Madhuca hirtiflora
- Conservation status: Vulnerable (IUCN 3.1)

Scientific classification
- Kingdom: Plantae
- Clade: Embryophytes
- Clade: Tracheophytes
- Clade: Angiosperms
- Clade: Eudicots
- Clade: Asterids
- Order: Ericales
- Family: Sapotaceae
- Genus: Madhuca
- Species: M. hirtiflora
- Binomial name: Madhuca hirtiflora (Ridl.) H.J.Lam
- Synonyms: Bassia hirtiflora Ridl.; Ganua hirtiflora (Ridl.) P.Royen;

= Madhuca hirtiflora =

- Genus: Madhuca
- Species: hirtiflora
- Authority: (Ridl.) H.J.Lam
- Conservation status: VU
- Synonyms: Bassia hirtiflora , Ganua hirtiflora

Species of flowering plant

Madhuca hirtiflora is a plant in the family Sapotaceae. The specific epithet hirtiflora means 'hairy flowers'.

==Description==
Madhuca hirtiflora grows as a tree up to 15 m tall, with a trunk diameter of up to 15 cm. Its bark is greyish brown. Inflorescences bear up to six flowers.
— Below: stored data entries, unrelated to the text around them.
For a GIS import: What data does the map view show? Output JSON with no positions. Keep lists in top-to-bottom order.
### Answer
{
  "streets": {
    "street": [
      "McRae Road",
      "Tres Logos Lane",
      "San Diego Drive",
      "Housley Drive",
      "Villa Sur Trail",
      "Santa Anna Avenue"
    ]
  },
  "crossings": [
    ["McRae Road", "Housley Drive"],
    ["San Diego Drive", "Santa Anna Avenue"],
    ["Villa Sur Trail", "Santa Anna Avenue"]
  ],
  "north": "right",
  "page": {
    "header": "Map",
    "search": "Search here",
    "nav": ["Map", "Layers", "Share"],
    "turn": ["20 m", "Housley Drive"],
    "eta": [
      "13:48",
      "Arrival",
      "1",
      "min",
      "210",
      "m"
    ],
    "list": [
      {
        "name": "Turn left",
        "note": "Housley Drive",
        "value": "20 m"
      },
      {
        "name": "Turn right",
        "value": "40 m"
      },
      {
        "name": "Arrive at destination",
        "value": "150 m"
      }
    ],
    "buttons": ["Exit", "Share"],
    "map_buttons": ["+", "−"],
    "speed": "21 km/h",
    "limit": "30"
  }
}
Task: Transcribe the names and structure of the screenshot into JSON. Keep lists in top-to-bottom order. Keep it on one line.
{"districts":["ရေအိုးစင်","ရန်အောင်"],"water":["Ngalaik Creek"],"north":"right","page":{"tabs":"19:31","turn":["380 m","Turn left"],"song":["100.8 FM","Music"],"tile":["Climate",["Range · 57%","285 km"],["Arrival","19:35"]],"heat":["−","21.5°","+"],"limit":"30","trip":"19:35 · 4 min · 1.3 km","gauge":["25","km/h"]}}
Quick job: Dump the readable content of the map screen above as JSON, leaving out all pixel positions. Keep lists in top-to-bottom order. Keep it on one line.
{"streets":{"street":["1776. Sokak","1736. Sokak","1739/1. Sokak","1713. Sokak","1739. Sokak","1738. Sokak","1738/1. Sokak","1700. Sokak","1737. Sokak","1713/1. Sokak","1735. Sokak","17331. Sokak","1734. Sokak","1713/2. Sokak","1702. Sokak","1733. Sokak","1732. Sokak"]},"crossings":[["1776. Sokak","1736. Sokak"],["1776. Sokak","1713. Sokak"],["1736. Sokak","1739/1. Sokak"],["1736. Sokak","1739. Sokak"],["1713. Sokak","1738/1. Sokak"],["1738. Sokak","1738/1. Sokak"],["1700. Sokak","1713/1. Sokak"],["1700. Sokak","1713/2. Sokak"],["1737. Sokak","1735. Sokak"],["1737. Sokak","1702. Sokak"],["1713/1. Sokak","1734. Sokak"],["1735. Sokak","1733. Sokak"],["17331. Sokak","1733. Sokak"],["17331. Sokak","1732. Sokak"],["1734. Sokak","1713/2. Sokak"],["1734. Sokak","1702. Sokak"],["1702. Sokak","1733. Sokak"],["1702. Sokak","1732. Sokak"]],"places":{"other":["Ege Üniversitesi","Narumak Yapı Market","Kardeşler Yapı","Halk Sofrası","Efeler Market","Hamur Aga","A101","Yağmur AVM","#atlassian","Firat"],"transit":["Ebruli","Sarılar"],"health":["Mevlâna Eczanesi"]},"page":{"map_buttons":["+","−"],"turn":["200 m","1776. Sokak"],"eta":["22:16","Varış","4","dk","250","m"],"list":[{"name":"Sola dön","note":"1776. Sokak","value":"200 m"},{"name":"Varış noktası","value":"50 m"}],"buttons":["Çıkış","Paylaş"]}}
The fruit is greyish, ellipsoid, up to 2.5 cm long.

==Distribution and habitat==
Madhuca hirtiflora is native to Sumatra, Peninsular Malaysia and Borneo. Its habitat is lowland mixed dipterocarp forest from 50–700 m altitude.

==Conservation==
Madhuca hirtiflora has been assessed as vulnerable on the IUCN Red List. The species is threatened by logging and conversion of land for palm oil plantations.